Jakarta, HanTer - Ketua Ikatan Guru Indonesia (IGI) Muhammad Ramli Rahim juga meminta Mendikbud mampu membebaskan guru dari keterhinaan dengan pendapatan yang bahkan jauh lebih rendah dari buruh bangunan.

"Dengan cara seperti itu, maka Nadiem Makarim menempatkan guru pada tempat yang mulia sehingga guru betul-betul dapat berkonsentrasi pada proses pembelajaran untuk menyiapkan anak-anak bangsa di masa yang akan datang,” kata Ramli di Jakarta, Minggu (24/11/2019)

Dia juga menambahkan prinsip guru tanpa tanda jasa sudah harus diubah, mengingat kebutuhan untuk kehidupan sehari-hari semakin berat. Oleh karena itu, guru Indonesia harus ditempatkan pada posisi yang mulia dengan diberikan pendapatan yang layak.

"Sebagai upaya dan komitmen serius IGI menyiapkan guru yang memiliki kompetensi yang tinggi, maka IGI bersedia mengambil tanggung jawab dari pemerintah untuk meningkatkan kompetensi guru tanpa harus diberikan anggaran," katanya.

Ramli menambahkan IGI hanya membutuhkan legitimasi agar pelatihan apapun yang dilakukan dapat diakui dan mendapat penghargaan yang layak dari pemerintah.

Sebagai informasi, dalam salinan pidato Hari Guru Nasional (HGN) yang sudah tersebar di media sosial, Mendikbud Nadiem Makarim mengajak guru melakukan perubahan di ruang kelas.
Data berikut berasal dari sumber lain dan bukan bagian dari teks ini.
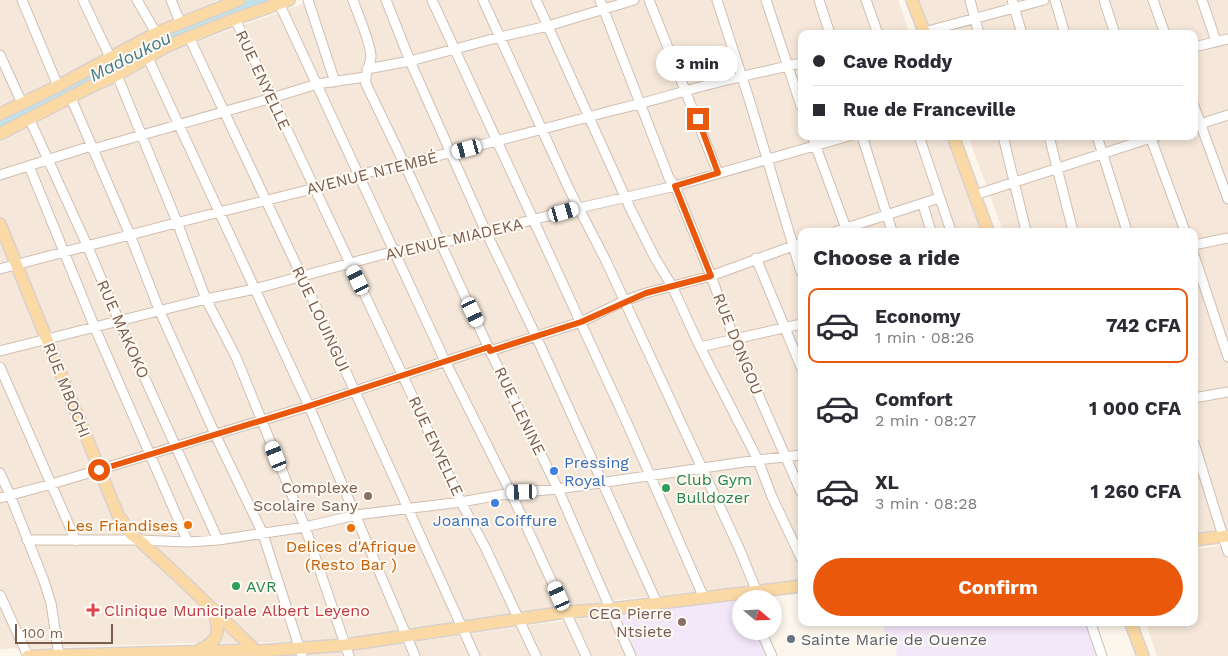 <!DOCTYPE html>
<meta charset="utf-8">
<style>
body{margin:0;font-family:"Work Sans",sans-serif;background:#f7f7f7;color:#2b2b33;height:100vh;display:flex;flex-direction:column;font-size:19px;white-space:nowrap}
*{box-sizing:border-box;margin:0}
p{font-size:16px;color:#7c7c81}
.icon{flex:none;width:28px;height:28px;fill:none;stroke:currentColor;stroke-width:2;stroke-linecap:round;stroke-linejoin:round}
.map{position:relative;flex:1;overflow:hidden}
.side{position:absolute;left:798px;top:228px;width:400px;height:398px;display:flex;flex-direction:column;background:#fff;border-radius:10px;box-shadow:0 2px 8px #0003}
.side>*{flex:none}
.top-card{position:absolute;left:798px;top:30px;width:400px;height:110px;border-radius:10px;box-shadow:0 2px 8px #0003;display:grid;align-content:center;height:110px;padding:0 15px;background:#fff}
.needle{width:32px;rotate:109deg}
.controls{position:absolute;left:732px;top:590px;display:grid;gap:10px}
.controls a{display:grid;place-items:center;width:50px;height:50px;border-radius:50%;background:#fff;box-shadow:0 2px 8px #0003;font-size:25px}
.scale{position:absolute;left:15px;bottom:12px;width:98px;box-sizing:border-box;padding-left:5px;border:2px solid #7a5c4d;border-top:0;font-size:14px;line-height:18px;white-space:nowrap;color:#7a5c4d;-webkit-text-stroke:4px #fffaf3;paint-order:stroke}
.end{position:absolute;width:22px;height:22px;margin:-11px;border:6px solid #ea580c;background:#fff;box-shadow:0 0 0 2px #fff}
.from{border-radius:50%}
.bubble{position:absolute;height:35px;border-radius:18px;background:#fff;box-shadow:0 2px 8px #0003;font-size:16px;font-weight:700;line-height:35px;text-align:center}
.car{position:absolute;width:15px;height:30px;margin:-15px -8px;border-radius:6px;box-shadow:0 0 4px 1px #0007;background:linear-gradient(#fff 24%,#345 0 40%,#fff 0 76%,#345 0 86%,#fff 0)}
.top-card b{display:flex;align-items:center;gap:18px;height:48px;font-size:19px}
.top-card b+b{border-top:1px solid #e1e1e2}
.top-card i{width:12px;height:12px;background:#2b2b33}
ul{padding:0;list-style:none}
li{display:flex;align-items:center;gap:15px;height:75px;margin:0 10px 8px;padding:0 5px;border:2px solid transparent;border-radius:10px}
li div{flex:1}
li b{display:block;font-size:19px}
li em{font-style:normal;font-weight:700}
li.active{border-color:#ea580c}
li>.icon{width:45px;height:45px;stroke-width:1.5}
h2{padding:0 15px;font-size:22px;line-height:60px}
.button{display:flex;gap:10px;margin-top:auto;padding:10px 15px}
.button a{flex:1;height:58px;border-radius:30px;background:#ea580c;color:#fff;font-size:20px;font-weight:700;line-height:58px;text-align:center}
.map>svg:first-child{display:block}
.residential{fill:#f5e8da}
.education{fill:#f3e8fa}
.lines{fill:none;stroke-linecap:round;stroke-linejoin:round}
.river{stroke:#bfe3e8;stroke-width:11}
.minor-casing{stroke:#d1beb0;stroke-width:11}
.major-casing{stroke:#dad1cd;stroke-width:14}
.minor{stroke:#fff;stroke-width:9}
.major{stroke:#fbd9a5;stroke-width:11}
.route{stroke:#ea580c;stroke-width:6}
.shop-dot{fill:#3f7fe0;stroke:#fffaf3;stroke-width:2}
.leisure-dot{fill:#2e9e5b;stroke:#fffaf3;stroke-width:2}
.education-dot{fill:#8d6e63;stroke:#fffaf3;stroke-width:2}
.food-dot{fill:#e8710a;stroke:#fffaf3;stroke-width:2}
.health-dot{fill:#e0444e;stroke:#fffaf3;stroke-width:2}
.worship-dot{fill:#6b7280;stroke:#fffaf3;stroke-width:2}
.labels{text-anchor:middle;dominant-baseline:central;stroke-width:4;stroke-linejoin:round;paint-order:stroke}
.street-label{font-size:16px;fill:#7a5c4d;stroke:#fffaf3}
.shop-label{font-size:16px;fill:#366cbe;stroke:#fffaf3;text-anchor:start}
.leisure-label{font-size:16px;fill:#27864d;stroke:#fffaf3;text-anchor:start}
.education-label{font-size:16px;fill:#785e54;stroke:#fffaf3;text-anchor:end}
.food-label{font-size:16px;fill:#c56008;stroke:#fffaf3;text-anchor:end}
.health-label{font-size:16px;fill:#be3a42;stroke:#fffaf3;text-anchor:start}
.worship-label{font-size:16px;fill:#5b616d;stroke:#fffaf3;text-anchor:start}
.water-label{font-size:18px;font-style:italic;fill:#437c86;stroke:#fffaf3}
</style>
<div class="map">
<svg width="1228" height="656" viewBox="0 0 1228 656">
<rect width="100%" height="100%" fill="#fdf6ec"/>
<!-- residential -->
<path class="residential" d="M0,0H218L159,25L0,109Z
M313,0H898L910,34H801V136H947L982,231H801V580L617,600L372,635L313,642L196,643L0,649V142L169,52Z
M920,0H1228V531L1194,535V231H1003L968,136H1194V34H932Z
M1228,545V656H1157L1145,621H1194V549Z
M619,613L637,656H264V654L420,641Z"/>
<!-- education -->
<path class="education" d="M741,601V631H756L767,656H637L619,613Z
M884,621H1085L1098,656H896L897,646L884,645Z"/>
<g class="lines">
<!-- river -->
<path class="river" d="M0,123L146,46L194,24L264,0"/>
<defs>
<path id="minor" d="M22,0L58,86
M83,0L110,57
M137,0L156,33
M171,0L180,22
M308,0L335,82
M353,0C358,15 371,43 371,57C370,68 364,72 366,84L405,165L490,351L558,489L631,656
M386,0L410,61L486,232L536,336L657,603
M432,0L627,423L704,598
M483,0L569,189L606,261L739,548L757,592
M536,0L631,210L655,258L672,286L700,347L758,460L772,497L801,558
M600,0L669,178L675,186L711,276L734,339L801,492
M649,0L718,173
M717,0L750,102L801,272
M766,0L801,106
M819,0L830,34
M866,0L878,34
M970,0L979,34
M1012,0L1022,34
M1055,0L1065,34
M1104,0L1115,34
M1153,0L1165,34
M1202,0L1216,41
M279,3L445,361L511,493L586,656
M235,19L403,376L461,502L486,549L536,656
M924,32L1044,0
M189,37L327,330L475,656
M1194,47L1228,39
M0,55L22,103
M148,58L309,406L415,656
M367,69L410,61L500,37L548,26L634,0
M117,75L177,222L206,299L236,357L305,527L349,656
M71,98L130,235L160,312L215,434L263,534L302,656
M1194,106L1228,199
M29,118L87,245L119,321L218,540
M1194,126L1228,115
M812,136L847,231
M862,136L892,231
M919,136L951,231
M1003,136L1026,231
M1049,136L1073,231
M1097,136L1127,231
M1150,136L1185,231
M93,149L272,98L317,84L365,77
M29,166L95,328L188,542
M0,175L91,146
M981,193L1157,136
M923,205L931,231
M837,231L939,198
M1194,245L1228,238
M1194,255L1228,357
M756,258L801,367
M0,269C101,242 202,216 304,191C323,186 342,179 362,174C446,154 530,133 614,110C647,103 679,92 711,84C741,76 771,70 801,63
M700,347L801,324
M0,351L206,299L255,289L395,251L441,243L579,208L675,186L849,136
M490,351L581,322L624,301L646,293L711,276L801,243
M0,367L76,541
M1194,398L1228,392
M1194,443L1228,552
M0,473L10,495L44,581L51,603L59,656
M0,498L52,484L309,406L489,347
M27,540H139L188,542L218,540L305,527L356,515L461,502L511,493L558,489L758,460L801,455
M0,595L28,656
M1090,621L1102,656
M761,631L772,656"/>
<path id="major" d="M912,0L925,34
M0,114L58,86L156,33L239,0
M0,134L90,87L117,75L167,46L235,19L289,0
M953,136L988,231
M0,224L118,515L132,535L139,540L176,574L255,650
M1194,540L1228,536
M1130,621L1143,656
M199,650C219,642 221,630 213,612
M28,656L255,650L260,651L345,645L566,612L610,609L801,586"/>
</defs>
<!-- minor casing -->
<use href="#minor" class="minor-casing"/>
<!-- major casing -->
<use href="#major" class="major-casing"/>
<!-- minor -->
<use href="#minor" class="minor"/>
<!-- major -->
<use href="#major" class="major"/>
</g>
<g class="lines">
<!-- route -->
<path class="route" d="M99,470L309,406L489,347L490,351L581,322L646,293L711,276L675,186L718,173L698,119"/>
</g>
<!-- markers -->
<g class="shop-dot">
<circle cx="554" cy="471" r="5"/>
<circle cx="495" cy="503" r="5"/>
</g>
<g class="leisure-dot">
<circle cx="666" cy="488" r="5"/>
<circle cx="236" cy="586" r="5"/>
</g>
<g class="education-dot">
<circle cx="368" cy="496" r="5"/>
<circle cx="682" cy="622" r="5"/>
</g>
<g class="food-dot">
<circle cx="188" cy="525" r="5"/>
<circle cx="351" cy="528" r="5"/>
</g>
<path class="health-dot" d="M90.5 602.5h5v5h5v5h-5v5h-5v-5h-5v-5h5z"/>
<circle class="worship-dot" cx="791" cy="639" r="5"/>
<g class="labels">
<!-- street labels -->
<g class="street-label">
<text transform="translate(263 80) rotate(65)">RUE ENYELLE</text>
<text transform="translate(372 173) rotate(-14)">AVENUE NTEMBÉ</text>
<text transform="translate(454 239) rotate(-13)">AVENUE MIADEKA</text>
<text transform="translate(321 319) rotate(65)">RUE LOUINGUI</text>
<text transform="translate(123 329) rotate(66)">RUE MAKOKO</text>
<text transform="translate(738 344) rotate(68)">RUE DONGOU</text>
<text transform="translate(67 390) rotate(68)">RUE MBOCHI</text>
<text transform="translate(520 411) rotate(64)">RUE LENINE</text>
<text transform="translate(436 446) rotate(65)">RUE ENYELLE</text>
</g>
<!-- shop labels -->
<g class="shop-label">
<text x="564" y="462">Pressing<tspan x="564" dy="18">Royal</tspan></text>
<text x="495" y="520" text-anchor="middle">Joanna Coiffure</text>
</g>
<!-- leisure labels -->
<g class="leisure-label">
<text x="676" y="479">Club Gym<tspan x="676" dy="18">Bulldozer</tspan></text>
<text x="246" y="586">AVR</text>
</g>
<!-- education labels -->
<g class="education-label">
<text x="358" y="487">Complexe<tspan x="358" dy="18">Scolaire Sany</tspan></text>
<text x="672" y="613">CEG Pierre<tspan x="672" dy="18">Ntsiete</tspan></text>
</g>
<!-- food labels -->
<g class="food-label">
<text x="178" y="525">Les Friandises</text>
<text x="351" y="546" text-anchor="middle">Delices d'Afrique<tspan x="351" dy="18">(Resto Bar )</tspan></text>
</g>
<!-- health labels -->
<g class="health-label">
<text x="104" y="610">Clinique Municipale Albert Leyeno</text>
</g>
<!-- worship labels -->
<g class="worship-label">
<text x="801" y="639">Sainte Marie de Ouenze</text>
</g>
<!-- water labels -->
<g class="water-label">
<text transform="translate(130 56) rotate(-27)">Madoukou</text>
</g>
</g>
</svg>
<div class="controls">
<a><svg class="needle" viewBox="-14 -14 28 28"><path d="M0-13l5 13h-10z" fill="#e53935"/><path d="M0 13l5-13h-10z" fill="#7c7c81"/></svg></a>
</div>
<div class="scale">100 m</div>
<i class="end from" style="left:99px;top:470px"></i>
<i class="end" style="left:698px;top:119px"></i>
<div class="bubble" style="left:656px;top:46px;width:82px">3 min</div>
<i class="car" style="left:467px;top:149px;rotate:255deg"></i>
<i class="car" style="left:564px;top:212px;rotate:74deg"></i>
<i class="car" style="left:358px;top:280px;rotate:334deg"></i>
<i class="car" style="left:473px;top:312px;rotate:155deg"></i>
<i class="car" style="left:276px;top:456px;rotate:338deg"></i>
<i class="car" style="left:522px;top:492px;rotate:268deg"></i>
<i class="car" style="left:559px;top:596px;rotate:336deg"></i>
<div class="top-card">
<b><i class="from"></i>Cave Roddy</b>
<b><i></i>Rue de Franceville</b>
</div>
<section class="side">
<h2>Choose a ride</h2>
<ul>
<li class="active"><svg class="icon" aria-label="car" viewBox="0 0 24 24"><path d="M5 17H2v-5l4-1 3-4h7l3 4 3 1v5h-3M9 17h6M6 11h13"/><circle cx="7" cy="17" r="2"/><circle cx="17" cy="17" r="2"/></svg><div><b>Economy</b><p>1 min · 08:26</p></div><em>742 CFA</em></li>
<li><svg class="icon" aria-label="car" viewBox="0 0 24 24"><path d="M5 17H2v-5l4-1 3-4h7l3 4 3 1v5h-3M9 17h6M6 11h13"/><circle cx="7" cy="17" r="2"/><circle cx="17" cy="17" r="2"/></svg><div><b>Comfort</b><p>2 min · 08:27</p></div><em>1 000 CFA</em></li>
<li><svg class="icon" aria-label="car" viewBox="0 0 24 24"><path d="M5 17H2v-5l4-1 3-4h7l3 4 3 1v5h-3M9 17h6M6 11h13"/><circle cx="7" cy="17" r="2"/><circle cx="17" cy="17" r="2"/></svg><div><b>XL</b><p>3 min · 08:28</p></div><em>1 260 CFA</em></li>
</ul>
<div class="button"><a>Confirm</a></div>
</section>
</div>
Guru, kata dia, selama ini terbelengu dengan aturan administrasi sehingga sulit mengenali potensi siswa yang berbeda-beda.

"Tugas kementerian dalam menyinkronkan pemerintah daerah dan pusat, karena bagaimana pun guru patuh pada atasan mereka, yang mana adalah kepala daerah," kata dia.